Juvenile Rheumatoid Arthritis
Anna-Florence struggled with JRA for more than a year before it was correctly diagnosed. She would get a headache that would literally change her facial appearance. At times the pain was so bad she could not walk or lift herself out of bed. After extensive testing and imaging she was placed on intravenous medications to help control the pain and prevent permanent damage. By this time Anna-Florence had already missed more than 80 days of school that year and now, because of the toll walking to class takes, she is home schooled.
Anna-Florence is on weekly injections as well as oral medication to help control her JRA. She also uses a heating pad and "arthritis bear" - a teddy bear that was provided by the Arthritis Foundation and can be heated and placed on painful joints. Her other regimens include water therapy, physical therapy, yoga and of course, the companionship of her little dog, Max.
"Kids with JRA might look pretty normal on the outside," said Anna-Florence. "Because of this, people do not know the silent struggle you have. They can't see the pain or frustration and may not be so understanding."

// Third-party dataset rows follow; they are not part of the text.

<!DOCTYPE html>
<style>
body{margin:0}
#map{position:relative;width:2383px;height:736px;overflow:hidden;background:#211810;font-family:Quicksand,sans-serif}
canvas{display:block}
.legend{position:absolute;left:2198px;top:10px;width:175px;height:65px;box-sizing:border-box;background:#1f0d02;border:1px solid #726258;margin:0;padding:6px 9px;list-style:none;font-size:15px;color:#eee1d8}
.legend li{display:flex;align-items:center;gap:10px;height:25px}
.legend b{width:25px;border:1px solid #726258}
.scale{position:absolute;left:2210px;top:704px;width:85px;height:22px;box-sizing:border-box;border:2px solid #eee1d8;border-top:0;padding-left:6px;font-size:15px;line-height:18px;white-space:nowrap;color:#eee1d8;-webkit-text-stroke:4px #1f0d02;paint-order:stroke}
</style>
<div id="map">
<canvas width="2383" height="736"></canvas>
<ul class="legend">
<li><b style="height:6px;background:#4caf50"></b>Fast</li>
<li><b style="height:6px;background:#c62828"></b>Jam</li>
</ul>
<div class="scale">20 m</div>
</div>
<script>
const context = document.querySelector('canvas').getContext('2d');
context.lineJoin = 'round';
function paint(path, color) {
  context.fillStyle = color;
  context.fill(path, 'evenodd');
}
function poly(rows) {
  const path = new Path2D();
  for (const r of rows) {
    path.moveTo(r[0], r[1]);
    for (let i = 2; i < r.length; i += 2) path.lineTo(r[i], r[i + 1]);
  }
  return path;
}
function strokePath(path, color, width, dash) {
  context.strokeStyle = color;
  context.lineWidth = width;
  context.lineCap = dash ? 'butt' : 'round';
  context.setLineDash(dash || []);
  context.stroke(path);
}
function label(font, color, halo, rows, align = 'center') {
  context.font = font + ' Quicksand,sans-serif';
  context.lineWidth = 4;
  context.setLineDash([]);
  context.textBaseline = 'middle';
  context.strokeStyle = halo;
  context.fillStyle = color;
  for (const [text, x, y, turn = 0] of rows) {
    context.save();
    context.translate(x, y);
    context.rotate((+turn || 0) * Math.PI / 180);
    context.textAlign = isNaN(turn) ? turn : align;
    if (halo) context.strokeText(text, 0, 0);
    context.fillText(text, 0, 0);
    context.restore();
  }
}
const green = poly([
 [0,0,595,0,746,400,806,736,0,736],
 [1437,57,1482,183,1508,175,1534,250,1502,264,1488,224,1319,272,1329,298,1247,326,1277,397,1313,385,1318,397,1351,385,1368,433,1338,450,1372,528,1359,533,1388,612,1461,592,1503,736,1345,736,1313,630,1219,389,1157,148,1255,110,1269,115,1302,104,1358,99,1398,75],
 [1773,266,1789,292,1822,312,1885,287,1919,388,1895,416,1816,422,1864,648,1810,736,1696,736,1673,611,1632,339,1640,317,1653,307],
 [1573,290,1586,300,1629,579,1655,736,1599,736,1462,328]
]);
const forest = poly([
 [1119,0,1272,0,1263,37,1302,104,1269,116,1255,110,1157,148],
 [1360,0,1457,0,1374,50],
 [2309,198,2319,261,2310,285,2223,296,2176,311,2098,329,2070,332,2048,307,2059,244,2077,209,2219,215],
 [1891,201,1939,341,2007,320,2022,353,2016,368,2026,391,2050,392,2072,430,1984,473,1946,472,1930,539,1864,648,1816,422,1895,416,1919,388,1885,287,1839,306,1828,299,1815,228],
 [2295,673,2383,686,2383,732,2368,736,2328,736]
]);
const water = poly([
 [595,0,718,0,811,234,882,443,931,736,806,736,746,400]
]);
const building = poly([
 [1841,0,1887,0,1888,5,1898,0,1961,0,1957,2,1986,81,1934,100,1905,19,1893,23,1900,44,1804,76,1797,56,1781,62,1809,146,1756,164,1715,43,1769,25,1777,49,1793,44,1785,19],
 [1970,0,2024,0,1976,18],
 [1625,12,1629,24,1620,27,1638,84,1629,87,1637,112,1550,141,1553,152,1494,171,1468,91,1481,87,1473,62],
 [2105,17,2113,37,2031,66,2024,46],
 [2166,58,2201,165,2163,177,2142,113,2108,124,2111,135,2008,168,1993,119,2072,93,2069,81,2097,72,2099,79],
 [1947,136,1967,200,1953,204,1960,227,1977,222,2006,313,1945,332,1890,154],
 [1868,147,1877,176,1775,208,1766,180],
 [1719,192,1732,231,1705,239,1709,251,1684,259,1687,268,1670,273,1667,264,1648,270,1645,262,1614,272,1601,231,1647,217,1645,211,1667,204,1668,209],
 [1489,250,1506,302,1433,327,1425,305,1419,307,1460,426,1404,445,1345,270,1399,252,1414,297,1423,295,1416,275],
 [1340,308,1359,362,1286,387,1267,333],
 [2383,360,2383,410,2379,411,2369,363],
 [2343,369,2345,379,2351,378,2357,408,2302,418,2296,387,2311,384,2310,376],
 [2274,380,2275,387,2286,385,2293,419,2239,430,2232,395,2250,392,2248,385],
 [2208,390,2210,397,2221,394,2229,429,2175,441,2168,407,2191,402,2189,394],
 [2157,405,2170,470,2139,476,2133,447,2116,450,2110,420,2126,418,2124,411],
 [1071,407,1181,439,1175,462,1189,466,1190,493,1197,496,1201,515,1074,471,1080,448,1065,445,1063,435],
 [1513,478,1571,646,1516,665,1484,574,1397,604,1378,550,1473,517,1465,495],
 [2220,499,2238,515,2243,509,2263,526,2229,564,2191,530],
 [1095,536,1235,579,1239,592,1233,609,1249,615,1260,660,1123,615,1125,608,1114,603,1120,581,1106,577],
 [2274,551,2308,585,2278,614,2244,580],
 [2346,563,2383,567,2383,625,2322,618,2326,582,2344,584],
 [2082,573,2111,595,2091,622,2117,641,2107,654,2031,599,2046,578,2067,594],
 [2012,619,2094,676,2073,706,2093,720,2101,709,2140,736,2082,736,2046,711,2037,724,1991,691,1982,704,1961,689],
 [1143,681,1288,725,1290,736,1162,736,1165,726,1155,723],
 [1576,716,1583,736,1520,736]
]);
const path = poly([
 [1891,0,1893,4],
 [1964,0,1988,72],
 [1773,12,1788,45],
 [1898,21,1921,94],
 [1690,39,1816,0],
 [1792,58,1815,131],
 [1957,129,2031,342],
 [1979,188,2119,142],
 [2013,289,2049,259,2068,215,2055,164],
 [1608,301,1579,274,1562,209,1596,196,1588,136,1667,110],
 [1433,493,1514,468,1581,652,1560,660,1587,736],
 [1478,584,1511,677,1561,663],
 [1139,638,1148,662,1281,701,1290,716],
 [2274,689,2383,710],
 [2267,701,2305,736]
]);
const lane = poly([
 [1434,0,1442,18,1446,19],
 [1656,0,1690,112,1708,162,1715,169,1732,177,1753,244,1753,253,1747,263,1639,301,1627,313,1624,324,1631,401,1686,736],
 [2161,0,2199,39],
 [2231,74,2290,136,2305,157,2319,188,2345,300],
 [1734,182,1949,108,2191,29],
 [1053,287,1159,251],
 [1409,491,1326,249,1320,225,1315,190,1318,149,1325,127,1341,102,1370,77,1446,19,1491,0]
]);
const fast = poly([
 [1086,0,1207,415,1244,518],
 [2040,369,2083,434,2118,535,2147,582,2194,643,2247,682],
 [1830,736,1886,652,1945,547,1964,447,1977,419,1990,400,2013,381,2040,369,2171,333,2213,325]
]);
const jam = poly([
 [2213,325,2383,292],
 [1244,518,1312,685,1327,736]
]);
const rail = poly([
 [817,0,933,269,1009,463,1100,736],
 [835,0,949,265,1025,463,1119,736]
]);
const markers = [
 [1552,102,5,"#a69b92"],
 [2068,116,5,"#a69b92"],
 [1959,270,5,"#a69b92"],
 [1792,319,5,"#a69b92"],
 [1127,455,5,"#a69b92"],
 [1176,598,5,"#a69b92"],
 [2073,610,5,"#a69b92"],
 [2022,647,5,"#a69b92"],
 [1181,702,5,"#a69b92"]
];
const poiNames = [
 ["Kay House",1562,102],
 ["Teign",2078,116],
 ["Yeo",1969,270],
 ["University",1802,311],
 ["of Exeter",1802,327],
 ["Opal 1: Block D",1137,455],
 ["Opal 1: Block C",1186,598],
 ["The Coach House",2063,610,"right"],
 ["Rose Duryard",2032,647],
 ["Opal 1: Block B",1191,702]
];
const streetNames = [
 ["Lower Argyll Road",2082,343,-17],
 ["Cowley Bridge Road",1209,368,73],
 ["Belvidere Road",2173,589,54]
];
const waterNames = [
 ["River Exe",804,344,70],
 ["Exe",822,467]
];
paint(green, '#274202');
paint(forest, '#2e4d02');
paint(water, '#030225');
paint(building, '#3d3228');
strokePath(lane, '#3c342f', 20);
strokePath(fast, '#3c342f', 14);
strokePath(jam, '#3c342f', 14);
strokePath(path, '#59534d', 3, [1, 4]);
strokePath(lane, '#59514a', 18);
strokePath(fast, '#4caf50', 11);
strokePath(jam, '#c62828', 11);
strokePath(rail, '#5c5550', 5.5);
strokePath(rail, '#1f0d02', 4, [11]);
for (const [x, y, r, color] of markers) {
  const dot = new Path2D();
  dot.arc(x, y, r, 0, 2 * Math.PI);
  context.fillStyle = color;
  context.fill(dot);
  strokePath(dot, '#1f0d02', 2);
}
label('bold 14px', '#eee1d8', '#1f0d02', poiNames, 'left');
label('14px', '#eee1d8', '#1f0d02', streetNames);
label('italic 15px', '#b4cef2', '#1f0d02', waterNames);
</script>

Camp MASH is a place where Anna-Florence has found friendship and refuge. Designed for children with arthritis and other rheumatic diseases, this camp provides the opportunity to build self esteem and confidence while meeting and building lifelong relationships with other kids.
Like most kids who have arthritis, Anna-Florence is a warrior and champion. Her veins are blown and scarred from many blood draws and IVs. She is so accustomed to a multitude of tests that she now naps through MRI tests and knows that a CAT scan takes the shortest amount of time. Yet through it all, she pushes herself beyond limits more than most people will ever know.